Motivation/Background/Use case: Inline expressions are arguably faster to grok by human eye (left-to-right) than deeply nested parse trees. Although in the background my code is editing the parse tree programatically, it is useful for debugging or presentation to conveniently convert that resulting parse tree into inline expression string.

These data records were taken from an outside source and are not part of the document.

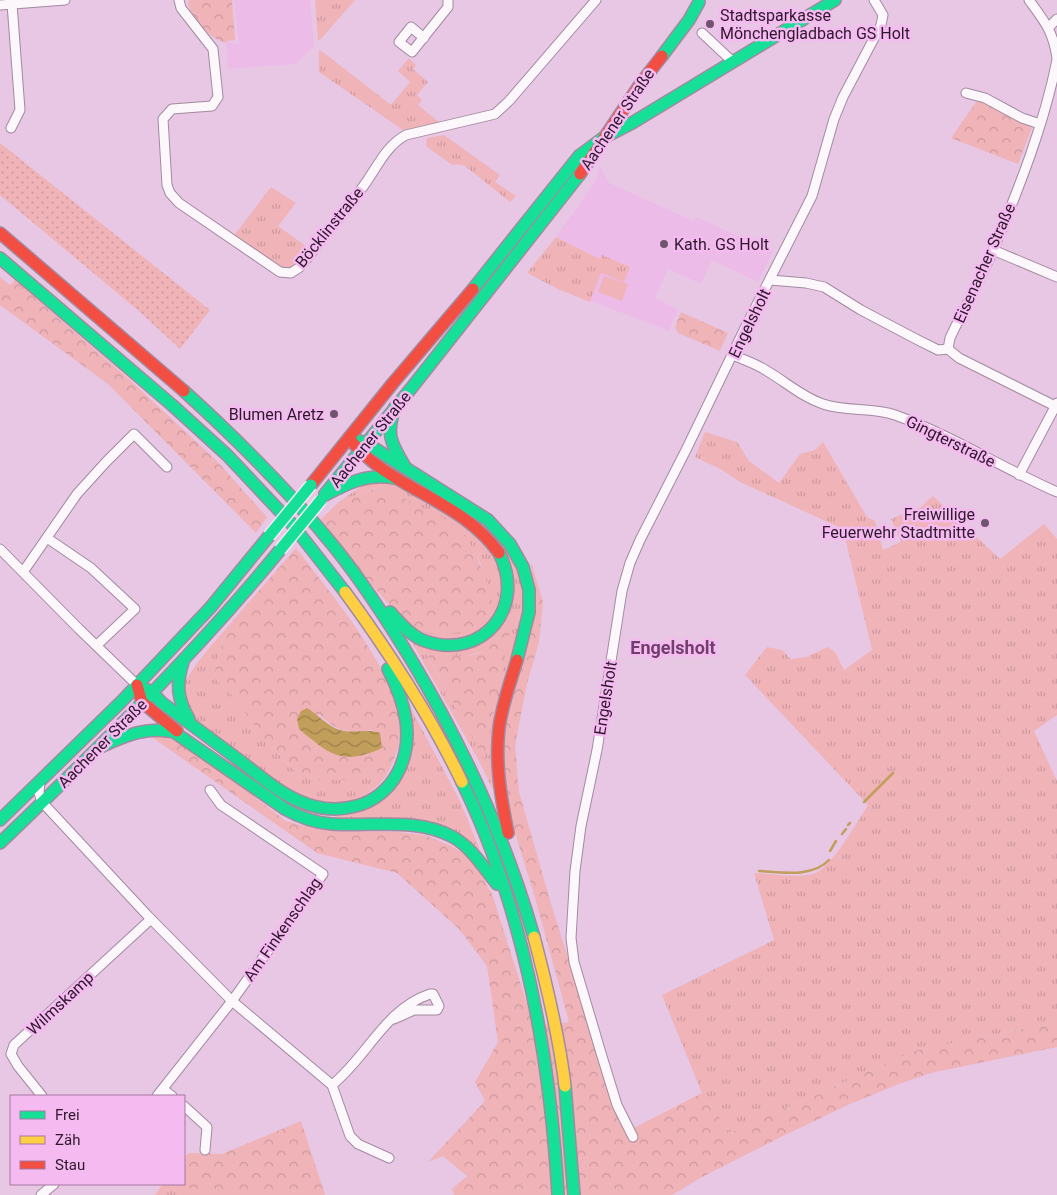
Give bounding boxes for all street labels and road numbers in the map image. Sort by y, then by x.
street label: Aachener Straße [577,65,658,174]
street label: Böcklinstraße [291,183,367,271]
street label: Eisenacher Straße [950,200,1019,326]
street label: Engelsholt [725,286,774,361]
street label: Aachener Straße [326,387,415,491]
street label: Gingterstraße [903,412,999,471]
street label: Engelsholt [590,660,621,736]
street label: Aachener Straße [54,695,151,792]
street label: Am Finkenschlag [240,874,325,985]
street label: Wilmskamp [23,968,98,1039]

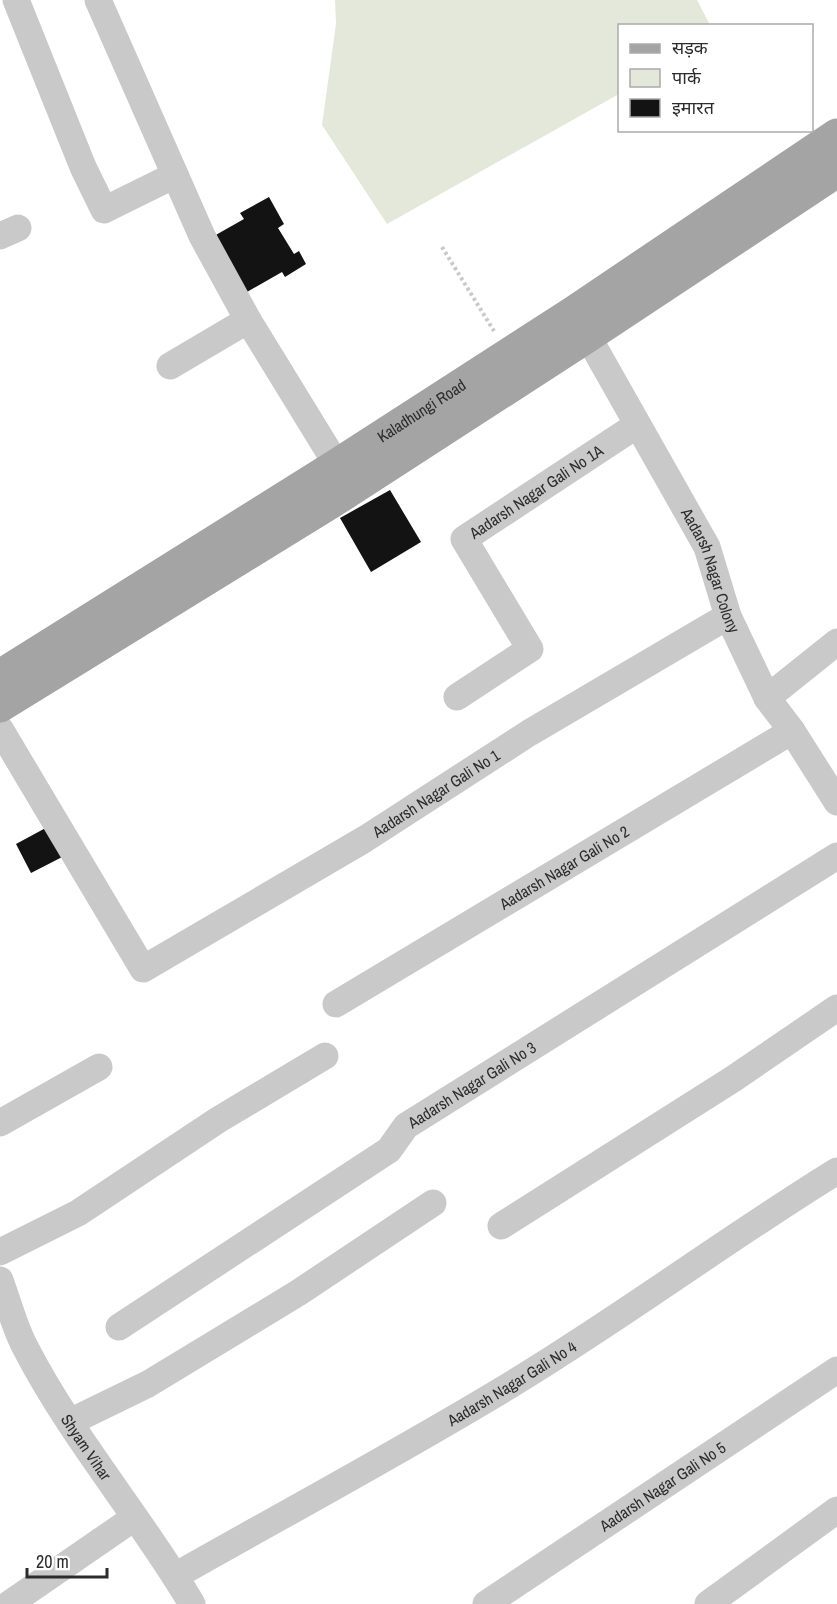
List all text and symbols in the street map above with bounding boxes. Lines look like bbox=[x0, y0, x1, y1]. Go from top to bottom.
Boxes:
legend bbox=[618, 24, 813, 132]
text: सड़क bbox=[672, 35, 709, 60]
text: पार्क bbox=[672, 65, 702, 90]
text: इमारत bbox=[672, 95, 715, 120]
street label: Kaladhungi Road bbox=[373, 374, 470, 447]
street label: Aadarsh Nagar Gali No 1A bbox=[464, 439, 608, 544]
street label: Aadarsh Nagar Colony bbox=[676, 503, 746, 637]
street label: Aadarsh Nagar Gali No 1 bbox=[367, 744, 504, 843]
street label: Aadarsh Nagar Gali No 2 bbox=[494, 820, 633, 915]
street label: Aadarsh Nagar Gali No 3 bbox=[403, 1036, 540, 1134]
street label: Aadarsh Nagar Gali No 4 bbox=[442, 1335, 580, 1432]
street label: Shyam Vihar bbox=[56, 1410, 117, 1485]
street label: Aadarsh Nagar Gali No 5 bbox=[594, 1436, 730, 1537]
scale bar bbox=[27, 1541, 106, 1579]
text: 20 m bbox=[36, 1549, 69, 1574]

1 Similar functionality described here: http://adv-r.had.co.nz/Expressions.html#parsing-and-deparsing
回答1:
I think the only way to do this would be to parse the list recursively and build up a string, e.g. for a dyadic:
q)deparse:{a:-3!'x;a[1],a[0],a[2]}
q)deparse parse "3*3"
"3*3"
So you can count last x to get it valency and build the string accordingly
回答2:
This unparse repository from Github solves the problem. Amazing:
q).unparse.unparse parse "update col:a*0^b+c-d from t"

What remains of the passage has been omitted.